More thoughts on PEP process

I'd like the typing community to explicitly define some recommended guidelines before submitting PEPs to the Steering Council. For example:

  • Typing PEPs should come with associated test cases. The level of detail here should be higher than what we've historically seen in the body text of PEPs.
  • There is an implementation in at least one major type checker that passes these test cases.
  • Maintainers of at least two of the major type checkers have reviewed the PEP and test cases, and broadly approve (if this can't be done, it's a strong indication it shouldn't be standard).

Some process notes:

  • "major" type checker would be interpreted by Jelle and Guido in a commonsense way.
  • The only process that is mandatory would be PEP 1. While the above would be recommended, the PEP sponsor could always choose to submit the PEP regardless.

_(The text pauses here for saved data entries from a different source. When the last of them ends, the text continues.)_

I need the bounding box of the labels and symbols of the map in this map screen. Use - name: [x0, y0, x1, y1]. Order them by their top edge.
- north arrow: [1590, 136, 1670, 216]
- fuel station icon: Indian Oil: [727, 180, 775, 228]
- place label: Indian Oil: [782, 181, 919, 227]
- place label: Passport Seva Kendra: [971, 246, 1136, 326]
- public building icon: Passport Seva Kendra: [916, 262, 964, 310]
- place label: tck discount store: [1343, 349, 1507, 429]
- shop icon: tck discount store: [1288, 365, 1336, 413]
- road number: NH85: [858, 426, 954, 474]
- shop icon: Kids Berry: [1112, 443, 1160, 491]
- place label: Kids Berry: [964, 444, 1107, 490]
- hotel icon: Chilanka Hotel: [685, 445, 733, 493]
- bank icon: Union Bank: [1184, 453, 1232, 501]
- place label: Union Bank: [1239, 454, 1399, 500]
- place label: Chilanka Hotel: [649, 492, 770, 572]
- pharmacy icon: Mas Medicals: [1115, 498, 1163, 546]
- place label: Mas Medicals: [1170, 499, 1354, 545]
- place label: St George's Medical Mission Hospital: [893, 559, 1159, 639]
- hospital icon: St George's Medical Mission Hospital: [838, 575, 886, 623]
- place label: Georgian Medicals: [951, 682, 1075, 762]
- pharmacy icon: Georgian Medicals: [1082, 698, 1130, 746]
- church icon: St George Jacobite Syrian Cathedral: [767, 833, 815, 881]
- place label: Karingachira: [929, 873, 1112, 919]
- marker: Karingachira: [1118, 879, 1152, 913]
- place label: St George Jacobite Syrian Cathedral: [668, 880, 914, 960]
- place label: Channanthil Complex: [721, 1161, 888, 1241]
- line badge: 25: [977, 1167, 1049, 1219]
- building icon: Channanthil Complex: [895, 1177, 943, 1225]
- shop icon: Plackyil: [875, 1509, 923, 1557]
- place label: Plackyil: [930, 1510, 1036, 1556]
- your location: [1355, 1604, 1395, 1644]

What this project contains

This project contains test cases for various behaviours of Python type checkers. Test cases can be found in the following directories:

  • standard. Behaviour for the test case is prescribed by a PEP, the official Python documentation or on typing.readthedocs.io (and hasn't been superseded by a newer prescription).
  • draft_standard. Behaviour is prescribed by a draft standard.
  • unstandardised. Behaviour is not prescribed by any standard.

For each test case, we also record the behaviour of the four major type checkers: mypy, pytype, pyre, and pyright. The output is automatically generated, but can come with associated commentary. In particular, watch out for the following phrases:

  • standard. The behaviour matches a standard.
  • intentionally nonstandard. The behaviour intentionally differs from a standard. Should be accompanied by a link to type checker documentation or issue tracker comment.
  • defacto standard. The behaviour has not been prescribed by a standard, but is either consistent across all major type checkers whose behaviour is intentional or there is broad consensus that some behaviour is correct (e.g. evidenced by typing-sig discussion).
  • subject to change. The behaviour unintentionally differs from the standard or defacto standard or will change in the future.
  • unknown. Catch-all that should be explained in commentary.

Contributing

Please contribute! Some notes:

Test cases are meant to be human readable. Please quote from standards documents, liberally link to discussions and issue trackers, etc. Do not bulk import test cases from type checker test suites.

Double coverage across tests is fine. Test cases for a particular feature should be relatively standalone.

The focus of this repository is currently the static type system, not general Python semantics. In particular, for now, err on the side of avoiding test cases where the correct behaviour can be easily determined from the interpreter.